Impeachment a Self-inflicted Wound for Dems? Effect on Blue Candidates in Red States?
Written by R. Cort Kirkwood
Guess who’s Nancy Pelosi’s president until at least January 20, 2021?
Despite the best effort of the angry House Speaker, her angry deputies Adam Schiff and Jerry Nadler, and her angry party cohort in the Senate, Pelosi’s president will be Donald John Trump.
Now that the Senate has acquitted Trump on both articles of impeachment, neither of which were supported by the evidence, the question is how much damage the Democrat party’s radical chieftains did to red-state Democrats such as Senator Doug Jones in Alabama, or House members in toss-up races.
The party-line vote to acquit Trump (with the exception of Sen. Mitt Romney’s vote on one of the articles) was no surprise, blaring headlines regardless. The Democrat coup attempt was doomed before Schiff opened the show trial in the House weeks ago.
Trump faced two articles of impeachment: one for abuse of power because he properly asked the president of Ukraine to probe the Biden-Burisma influence-peddling scheme, and another for “obstruction” because he asserted executive privilege and refused to release documents the House lynch mob sought with subpoenas.
In the first case, Democrats suggested that Trump committed an impeachable offense because in asking Ukraine to probe the Bidens, he solicited “foreign interference” in the 2020 election because former Vice President Joe Biden is running for president. In the second, Democrats suggested that a president is not entitled to mount a legal argument against a subpoena, a dangerous claim.
They lost on both counts. On article 1, the vote was 52-48 to acquit; on the second, it was 53-47.
Utah’s chameleon Mitt Romney, who tried to out-Kennedy Ted Kennedy of Massachusetts on the abortion issue in 1994 when he ran against him for Senate, abandoned Trump on article one after delivering a heart-rending speech that brought Democrats to tears.
It was an anti-climactic end to the Democrats’ 39-month kicking, screaming tantrum following Hillary Clinton’s humiliating defeat in 2016.
Democrats, recall, began discussing impeachment before Trump had the GOP nomination.
Red-State, Red-District Democrats Harmed?
What Pelosi and her gang in the House don’t know is how the failed attempt to overturn the result of a fair election will affect red-state Democrats.
A key loser might be Jones. In 2017, he won a special election against Republican Roy Moore by a margin of 50 percent to 48 after a last-minute smear campaign against the conservative judge.
But now Jones might well face former U.S. Attorney General Jeff Sessions, a hard-nosed conservative senator before Trump picked him to run the Justice Department. Jones’s vote with the Democrat coup plotters won’t help his chances.

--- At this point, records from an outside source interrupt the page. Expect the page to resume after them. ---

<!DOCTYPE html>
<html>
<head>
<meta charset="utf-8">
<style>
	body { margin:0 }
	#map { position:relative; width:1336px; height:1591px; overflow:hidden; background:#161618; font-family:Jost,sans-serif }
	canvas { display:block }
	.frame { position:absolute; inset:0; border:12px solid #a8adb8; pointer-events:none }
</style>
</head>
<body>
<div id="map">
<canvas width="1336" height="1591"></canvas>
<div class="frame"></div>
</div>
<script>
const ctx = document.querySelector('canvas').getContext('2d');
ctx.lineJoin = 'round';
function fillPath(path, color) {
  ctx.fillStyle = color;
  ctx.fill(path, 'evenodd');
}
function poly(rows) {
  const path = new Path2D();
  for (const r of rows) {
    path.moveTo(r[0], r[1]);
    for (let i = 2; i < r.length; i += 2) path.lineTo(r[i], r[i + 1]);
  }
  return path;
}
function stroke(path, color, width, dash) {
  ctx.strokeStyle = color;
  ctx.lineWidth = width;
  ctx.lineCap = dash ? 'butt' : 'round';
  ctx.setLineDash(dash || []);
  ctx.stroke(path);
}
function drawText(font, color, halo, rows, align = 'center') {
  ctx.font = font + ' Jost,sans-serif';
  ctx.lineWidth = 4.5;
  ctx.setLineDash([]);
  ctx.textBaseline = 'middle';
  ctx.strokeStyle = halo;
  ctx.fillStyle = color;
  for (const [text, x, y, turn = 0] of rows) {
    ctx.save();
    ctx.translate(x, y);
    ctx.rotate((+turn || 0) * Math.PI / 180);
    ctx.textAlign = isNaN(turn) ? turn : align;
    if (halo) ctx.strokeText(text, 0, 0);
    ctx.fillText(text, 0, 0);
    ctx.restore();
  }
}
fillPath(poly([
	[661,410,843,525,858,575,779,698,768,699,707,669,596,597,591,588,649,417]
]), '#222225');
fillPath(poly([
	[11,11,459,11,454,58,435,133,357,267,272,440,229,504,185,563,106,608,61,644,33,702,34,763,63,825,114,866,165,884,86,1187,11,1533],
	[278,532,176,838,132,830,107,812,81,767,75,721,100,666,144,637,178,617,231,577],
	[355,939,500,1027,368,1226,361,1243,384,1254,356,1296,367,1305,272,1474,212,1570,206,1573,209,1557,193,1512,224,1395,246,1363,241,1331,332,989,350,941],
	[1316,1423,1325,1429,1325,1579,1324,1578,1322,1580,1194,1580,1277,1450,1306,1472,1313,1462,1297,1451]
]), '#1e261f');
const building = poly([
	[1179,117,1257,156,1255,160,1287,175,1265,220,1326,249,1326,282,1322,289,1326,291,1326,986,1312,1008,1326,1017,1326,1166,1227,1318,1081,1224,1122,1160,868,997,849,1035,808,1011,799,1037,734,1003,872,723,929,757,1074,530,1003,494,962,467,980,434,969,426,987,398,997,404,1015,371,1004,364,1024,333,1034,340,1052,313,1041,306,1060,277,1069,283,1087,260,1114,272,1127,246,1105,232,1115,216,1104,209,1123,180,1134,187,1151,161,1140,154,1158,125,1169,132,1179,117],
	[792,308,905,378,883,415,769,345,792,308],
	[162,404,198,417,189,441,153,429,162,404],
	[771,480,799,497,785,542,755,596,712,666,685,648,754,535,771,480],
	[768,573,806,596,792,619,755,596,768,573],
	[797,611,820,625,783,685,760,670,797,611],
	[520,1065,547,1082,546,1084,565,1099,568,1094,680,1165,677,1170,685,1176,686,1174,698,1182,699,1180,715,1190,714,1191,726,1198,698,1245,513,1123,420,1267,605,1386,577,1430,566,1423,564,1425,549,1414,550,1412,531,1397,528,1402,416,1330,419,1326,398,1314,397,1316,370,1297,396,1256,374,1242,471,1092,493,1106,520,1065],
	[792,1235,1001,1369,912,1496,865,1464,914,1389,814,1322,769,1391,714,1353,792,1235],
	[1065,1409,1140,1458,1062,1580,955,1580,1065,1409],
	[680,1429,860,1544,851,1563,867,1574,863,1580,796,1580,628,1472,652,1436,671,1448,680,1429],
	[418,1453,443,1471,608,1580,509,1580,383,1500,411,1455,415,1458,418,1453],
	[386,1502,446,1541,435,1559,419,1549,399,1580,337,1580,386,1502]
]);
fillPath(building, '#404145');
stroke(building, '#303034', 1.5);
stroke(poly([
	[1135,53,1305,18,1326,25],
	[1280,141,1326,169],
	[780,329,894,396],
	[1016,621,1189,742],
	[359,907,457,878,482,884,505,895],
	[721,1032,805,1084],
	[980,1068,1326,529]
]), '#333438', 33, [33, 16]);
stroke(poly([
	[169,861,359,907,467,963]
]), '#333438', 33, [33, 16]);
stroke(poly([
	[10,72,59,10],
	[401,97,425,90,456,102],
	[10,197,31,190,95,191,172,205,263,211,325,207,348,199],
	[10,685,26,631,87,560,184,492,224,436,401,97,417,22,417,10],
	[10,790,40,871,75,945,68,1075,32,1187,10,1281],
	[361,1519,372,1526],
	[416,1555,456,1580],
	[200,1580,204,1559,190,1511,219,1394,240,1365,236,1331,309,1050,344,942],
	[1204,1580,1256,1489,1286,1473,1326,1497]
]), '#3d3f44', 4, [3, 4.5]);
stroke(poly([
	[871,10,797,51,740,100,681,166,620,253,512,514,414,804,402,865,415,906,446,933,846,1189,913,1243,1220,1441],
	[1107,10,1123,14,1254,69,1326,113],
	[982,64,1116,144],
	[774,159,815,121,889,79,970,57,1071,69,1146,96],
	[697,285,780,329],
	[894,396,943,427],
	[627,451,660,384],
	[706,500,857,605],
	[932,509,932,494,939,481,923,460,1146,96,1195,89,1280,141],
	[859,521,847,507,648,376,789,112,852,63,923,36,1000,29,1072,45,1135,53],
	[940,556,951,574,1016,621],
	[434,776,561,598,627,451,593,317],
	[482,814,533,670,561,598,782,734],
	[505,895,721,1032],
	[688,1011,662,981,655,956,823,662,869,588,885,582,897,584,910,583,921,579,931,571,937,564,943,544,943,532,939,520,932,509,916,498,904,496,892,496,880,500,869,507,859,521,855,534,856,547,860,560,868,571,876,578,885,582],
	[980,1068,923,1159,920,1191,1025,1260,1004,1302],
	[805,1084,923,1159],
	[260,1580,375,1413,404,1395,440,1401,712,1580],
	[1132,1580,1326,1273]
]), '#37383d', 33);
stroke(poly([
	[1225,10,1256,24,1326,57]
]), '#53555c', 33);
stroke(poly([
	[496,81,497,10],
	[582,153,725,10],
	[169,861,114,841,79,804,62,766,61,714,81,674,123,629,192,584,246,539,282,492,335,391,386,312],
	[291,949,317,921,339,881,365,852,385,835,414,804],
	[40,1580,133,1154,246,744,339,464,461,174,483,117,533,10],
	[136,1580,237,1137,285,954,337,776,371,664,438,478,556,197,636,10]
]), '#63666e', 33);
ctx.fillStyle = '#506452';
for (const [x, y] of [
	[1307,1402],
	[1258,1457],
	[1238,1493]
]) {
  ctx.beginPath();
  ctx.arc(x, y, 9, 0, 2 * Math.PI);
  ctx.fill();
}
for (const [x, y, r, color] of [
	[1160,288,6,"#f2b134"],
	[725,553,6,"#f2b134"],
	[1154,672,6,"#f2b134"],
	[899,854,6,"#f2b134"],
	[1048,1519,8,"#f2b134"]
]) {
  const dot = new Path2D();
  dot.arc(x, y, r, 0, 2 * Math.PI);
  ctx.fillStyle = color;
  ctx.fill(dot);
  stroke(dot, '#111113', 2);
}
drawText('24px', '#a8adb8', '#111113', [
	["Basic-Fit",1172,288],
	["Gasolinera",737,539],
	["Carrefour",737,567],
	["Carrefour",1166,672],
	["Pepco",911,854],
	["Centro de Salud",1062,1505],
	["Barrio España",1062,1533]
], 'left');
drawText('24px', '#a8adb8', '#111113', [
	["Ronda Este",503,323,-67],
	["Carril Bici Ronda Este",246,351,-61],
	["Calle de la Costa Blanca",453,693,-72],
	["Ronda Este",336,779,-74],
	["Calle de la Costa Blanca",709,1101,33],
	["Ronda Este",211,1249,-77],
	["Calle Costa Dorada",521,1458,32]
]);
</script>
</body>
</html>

And as the tally at 270ToWin.com shows, the imprudent move to oust a popular president might well have harmed the re-election chances of congressmen in pro-Trump districts in Iowa, Maine, Minnesota, New York, and elsewhere. In Minnesota 7, for instance, Democrat Collin Peterson won his race 52.1 percent to 47.9. But Trump crushed Clinton there, 61.8 to 31.
Maine 2’s Jared Golden might have a tougher time, too. He won his race by just 1 percent. But his district went for Trump by about 10 percent.
Two Bad Days
The unsurprising defeat of the Democrat coup attempt is one of a three of self-inflicted wounds in the last two days.
Last night, it was Democrats behaving badly as Trump delivered his State of the Union. They refused to applaud, for instance, when Trump awarded a scholarship to a little black girl in the gallery.
“Another stunning but unsurprising moment from Democrats during the #SOTU,” tweeted Steve Guest of the Republican National Committee. “Democrats remain seated as President Trump awards an “opportunity scholarship” to 4th grader.”
Then, in yet another embarrassment to the party, as Democrats on Capitol Hill were losing Wednesday’s vote to reverse the results of November 8, 2016, Democrats in Iowa were arguing over which candidate won Tuesday’s caucuses: Pete Buttigieg, a homosexual who thinks he’s “married” to a man, or Bernie Sanders, a communist apologist who honeymooned in the Soviet Union and employs communist campaign workers who want to burn down cities and guillotine the rich.
After Trump’s masterful SOTU, an angry, petulant Pelosi dramatically tore up her copy of the speech.
Now, Trump can tear up the articles of impeachment.
R. Cort Kirkwood is a longtime contributor to The New American and a former newspaper editor.